DSTs have been developed to help diagnose or plan treatment for a number of medical conditions and surgical procedures, but most fail to make the transition from lab to clinical practice and fall into disuse.
"They all assume you know you need help," Zimmerman said. They often face resistance from physicians, many of whom don't think they need help, or see the DST as technology designed to replace them.
Yang used the Unremarkable AI principles to design how the clinical team would interact with the DST for VADs. These teams include mid-level clinicians, such as nurse practitioners, social workers and VAD coordinators, who routinely use computers; and surgeons and cardiologists, who value their colleagues' advice over computational support.
The natural time to incorporate the DST's prognostications is during multidisciplinary patient evaluation meetings, Yang said. Though physicians make the ultimate decision about when or if to implant a VAD, the entire team is often present at these meetings and computers are being used.
Her design automatically incorporates the DST prognostications into the slides prepared for each patient. In most cases, the DST information won't be significant, Steinfeld suggested, but for certain patients, or at certain critical points for each patient, the DST might provide information that demands attention.
Though the DST itself is still under development, the researchers tested this interaction design at three hospitals that perform VAD surgery, with DST-enhanced slides presented for simulated patients.

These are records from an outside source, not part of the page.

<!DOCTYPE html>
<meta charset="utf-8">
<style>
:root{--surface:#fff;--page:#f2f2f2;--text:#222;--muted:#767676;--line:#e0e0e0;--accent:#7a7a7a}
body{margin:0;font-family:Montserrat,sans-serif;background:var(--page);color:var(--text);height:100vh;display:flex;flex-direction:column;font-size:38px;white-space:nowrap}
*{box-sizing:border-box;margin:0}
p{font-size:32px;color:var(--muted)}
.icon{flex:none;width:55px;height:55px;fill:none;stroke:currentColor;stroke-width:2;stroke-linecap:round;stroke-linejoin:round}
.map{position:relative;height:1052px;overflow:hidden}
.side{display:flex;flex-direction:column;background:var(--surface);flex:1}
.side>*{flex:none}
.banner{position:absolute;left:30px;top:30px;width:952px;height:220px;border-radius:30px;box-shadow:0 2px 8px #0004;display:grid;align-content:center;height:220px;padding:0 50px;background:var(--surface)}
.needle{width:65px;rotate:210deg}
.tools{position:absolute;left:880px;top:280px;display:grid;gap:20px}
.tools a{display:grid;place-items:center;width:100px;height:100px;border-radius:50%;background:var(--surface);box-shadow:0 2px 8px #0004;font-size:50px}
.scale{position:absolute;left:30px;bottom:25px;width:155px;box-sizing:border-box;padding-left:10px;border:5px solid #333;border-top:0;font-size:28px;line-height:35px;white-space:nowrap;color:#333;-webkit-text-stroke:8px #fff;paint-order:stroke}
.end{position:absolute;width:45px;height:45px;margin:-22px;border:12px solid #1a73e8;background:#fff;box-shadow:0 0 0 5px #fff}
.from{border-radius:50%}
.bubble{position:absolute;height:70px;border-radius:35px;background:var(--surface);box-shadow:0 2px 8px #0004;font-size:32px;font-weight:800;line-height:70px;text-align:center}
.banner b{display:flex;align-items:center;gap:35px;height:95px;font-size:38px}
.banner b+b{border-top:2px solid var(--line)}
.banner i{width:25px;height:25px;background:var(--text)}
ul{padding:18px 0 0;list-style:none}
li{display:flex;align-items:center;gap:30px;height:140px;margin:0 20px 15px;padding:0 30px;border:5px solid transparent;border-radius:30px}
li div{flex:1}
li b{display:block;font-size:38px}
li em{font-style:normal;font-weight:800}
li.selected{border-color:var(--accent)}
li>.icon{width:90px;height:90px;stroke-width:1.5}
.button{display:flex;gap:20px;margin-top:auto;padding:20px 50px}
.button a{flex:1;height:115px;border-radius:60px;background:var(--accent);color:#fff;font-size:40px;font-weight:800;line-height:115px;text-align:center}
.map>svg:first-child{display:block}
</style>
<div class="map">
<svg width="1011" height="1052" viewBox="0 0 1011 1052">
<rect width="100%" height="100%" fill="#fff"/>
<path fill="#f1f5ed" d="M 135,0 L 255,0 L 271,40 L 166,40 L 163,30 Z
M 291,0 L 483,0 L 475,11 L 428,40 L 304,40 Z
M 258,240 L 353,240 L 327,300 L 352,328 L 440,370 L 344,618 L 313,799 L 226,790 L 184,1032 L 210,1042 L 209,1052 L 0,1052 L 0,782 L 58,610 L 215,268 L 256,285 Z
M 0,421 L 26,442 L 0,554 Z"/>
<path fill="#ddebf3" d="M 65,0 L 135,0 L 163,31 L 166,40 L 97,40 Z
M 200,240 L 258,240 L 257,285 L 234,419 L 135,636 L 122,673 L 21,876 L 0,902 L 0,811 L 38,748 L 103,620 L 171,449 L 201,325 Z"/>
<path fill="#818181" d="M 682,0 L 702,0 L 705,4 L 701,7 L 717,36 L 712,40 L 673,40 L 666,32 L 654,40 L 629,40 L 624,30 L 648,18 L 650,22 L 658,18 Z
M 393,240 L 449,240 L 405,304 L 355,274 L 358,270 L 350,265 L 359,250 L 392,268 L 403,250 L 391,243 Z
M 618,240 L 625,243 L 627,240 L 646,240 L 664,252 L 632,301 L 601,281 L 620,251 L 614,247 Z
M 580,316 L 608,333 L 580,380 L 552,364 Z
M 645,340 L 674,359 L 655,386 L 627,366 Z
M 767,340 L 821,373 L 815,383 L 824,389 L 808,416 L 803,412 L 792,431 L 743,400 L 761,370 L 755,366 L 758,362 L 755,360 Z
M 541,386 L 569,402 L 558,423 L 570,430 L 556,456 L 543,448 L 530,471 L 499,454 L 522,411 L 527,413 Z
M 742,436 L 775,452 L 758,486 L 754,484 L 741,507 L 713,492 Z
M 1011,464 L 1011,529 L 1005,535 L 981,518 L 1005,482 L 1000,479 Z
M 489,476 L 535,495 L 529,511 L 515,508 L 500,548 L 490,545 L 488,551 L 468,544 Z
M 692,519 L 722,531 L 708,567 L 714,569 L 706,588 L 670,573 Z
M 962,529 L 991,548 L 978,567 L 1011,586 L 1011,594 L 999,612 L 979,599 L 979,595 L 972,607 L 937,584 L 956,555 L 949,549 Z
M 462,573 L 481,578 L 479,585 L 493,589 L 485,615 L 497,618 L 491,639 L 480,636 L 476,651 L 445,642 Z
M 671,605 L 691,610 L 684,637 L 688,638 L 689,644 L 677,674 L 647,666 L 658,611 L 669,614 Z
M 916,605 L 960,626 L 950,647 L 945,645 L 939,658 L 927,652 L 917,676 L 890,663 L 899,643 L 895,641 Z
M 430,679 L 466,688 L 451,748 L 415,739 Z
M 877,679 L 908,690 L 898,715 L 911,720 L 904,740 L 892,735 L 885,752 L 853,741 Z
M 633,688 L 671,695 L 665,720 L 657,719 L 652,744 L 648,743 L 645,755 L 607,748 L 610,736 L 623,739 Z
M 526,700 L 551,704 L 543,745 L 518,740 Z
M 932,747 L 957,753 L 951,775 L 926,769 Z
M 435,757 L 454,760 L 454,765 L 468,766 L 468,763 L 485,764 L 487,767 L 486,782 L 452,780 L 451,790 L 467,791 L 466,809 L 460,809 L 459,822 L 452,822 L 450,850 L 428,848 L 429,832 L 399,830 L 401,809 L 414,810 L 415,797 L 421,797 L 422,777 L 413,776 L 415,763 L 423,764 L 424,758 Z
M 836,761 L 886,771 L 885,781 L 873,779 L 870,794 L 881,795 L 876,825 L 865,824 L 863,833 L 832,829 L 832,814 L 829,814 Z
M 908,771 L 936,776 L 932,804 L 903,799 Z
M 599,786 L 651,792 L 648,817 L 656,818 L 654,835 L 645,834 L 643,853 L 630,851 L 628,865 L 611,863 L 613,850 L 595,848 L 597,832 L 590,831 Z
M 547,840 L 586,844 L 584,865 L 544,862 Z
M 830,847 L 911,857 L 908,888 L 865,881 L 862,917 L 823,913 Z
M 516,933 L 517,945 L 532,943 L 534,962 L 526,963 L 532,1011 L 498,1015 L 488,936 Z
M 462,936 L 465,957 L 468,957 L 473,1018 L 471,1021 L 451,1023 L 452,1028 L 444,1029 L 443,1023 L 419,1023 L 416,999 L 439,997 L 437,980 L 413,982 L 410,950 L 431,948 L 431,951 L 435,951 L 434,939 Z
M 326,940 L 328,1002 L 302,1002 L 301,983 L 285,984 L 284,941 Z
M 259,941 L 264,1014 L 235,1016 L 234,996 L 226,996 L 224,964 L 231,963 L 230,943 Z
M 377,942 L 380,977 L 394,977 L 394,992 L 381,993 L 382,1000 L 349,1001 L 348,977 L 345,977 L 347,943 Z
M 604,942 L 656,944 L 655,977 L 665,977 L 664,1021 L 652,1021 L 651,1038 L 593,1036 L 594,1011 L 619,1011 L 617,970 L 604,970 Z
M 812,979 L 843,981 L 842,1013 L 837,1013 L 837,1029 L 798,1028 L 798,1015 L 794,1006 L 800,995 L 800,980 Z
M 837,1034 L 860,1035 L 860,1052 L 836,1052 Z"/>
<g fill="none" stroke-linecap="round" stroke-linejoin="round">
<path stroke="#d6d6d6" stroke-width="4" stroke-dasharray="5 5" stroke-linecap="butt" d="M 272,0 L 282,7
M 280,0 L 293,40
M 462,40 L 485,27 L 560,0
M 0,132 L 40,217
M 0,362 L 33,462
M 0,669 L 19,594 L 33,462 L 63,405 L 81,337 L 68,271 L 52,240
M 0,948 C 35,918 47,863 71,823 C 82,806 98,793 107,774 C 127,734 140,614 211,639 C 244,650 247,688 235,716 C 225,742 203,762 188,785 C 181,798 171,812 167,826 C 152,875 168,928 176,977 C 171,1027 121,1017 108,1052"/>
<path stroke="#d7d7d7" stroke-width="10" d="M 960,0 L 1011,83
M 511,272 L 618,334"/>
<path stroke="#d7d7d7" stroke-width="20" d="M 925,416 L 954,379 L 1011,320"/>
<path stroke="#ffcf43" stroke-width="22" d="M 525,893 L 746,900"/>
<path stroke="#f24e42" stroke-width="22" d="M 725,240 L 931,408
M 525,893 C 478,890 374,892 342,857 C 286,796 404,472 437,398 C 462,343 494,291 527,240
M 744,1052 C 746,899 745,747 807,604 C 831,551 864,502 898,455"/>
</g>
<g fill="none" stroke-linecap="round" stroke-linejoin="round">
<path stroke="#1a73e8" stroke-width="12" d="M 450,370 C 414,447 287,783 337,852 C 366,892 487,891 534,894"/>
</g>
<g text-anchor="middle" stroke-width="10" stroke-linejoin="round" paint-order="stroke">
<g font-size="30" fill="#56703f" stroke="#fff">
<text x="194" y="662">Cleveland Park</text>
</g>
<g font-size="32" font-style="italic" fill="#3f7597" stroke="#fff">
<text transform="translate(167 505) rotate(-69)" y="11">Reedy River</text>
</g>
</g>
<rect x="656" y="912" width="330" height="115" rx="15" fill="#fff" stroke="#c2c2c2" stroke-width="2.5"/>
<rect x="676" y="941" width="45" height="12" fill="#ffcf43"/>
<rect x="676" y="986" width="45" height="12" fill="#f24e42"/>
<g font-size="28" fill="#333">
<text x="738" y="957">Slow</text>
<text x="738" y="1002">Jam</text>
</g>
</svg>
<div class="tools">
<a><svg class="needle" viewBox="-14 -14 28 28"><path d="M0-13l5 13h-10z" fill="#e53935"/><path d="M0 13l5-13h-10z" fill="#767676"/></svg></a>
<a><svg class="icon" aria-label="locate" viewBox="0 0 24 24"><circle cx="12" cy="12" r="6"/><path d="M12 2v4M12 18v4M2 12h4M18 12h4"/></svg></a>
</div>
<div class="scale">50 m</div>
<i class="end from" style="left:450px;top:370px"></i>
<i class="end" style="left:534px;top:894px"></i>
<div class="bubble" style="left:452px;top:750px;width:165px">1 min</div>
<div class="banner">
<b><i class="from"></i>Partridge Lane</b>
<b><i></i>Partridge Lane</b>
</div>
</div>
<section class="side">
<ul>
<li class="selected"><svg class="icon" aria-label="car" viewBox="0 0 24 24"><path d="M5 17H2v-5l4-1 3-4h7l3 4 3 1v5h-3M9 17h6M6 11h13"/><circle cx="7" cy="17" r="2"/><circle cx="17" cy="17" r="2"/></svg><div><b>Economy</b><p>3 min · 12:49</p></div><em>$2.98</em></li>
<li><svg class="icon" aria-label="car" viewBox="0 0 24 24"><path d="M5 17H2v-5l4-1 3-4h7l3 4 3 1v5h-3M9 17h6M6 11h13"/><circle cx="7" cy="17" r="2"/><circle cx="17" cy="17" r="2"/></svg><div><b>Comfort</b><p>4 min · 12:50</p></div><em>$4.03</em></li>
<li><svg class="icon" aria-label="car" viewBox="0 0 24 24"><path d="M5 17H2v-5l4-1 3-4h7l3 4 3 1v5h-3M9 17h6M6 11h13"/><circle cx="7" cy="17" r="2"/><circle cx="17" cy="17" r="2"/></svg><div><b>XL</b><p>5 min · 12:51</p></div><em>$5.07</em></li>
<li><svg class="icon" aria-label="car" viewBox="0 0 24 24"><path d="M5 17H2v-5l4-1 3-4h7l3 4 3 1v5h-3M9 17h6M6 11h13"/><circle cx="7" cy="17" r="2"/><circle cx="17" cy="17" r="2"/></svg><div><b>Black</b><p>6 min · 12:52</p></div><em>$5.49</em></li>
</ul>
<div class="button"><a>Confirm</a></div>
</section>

"The mid-levels --- the support staff -- loved this," Yang said, because it enhanced their input and helped them be more active in the discussion. Physician reaction was less enthusiastic, reflecting skepticism about DSTs and the conviction that it was impossible to totally evaluate the interaction without a fully functioning system and real patients.
But Yang said physicians didn't display the same defensiveness and feelings about being replaced by technology typically associated with DSTs. They also acknowledged that the DST might inform their decisions.
"Prior systems were all about telling you what to do," Zimmerman said. "We're not replacing human judgment. We're trying to give humans inhuman abilities."
"And to do that we need to maintain the human decision-making process," Steinfeld added.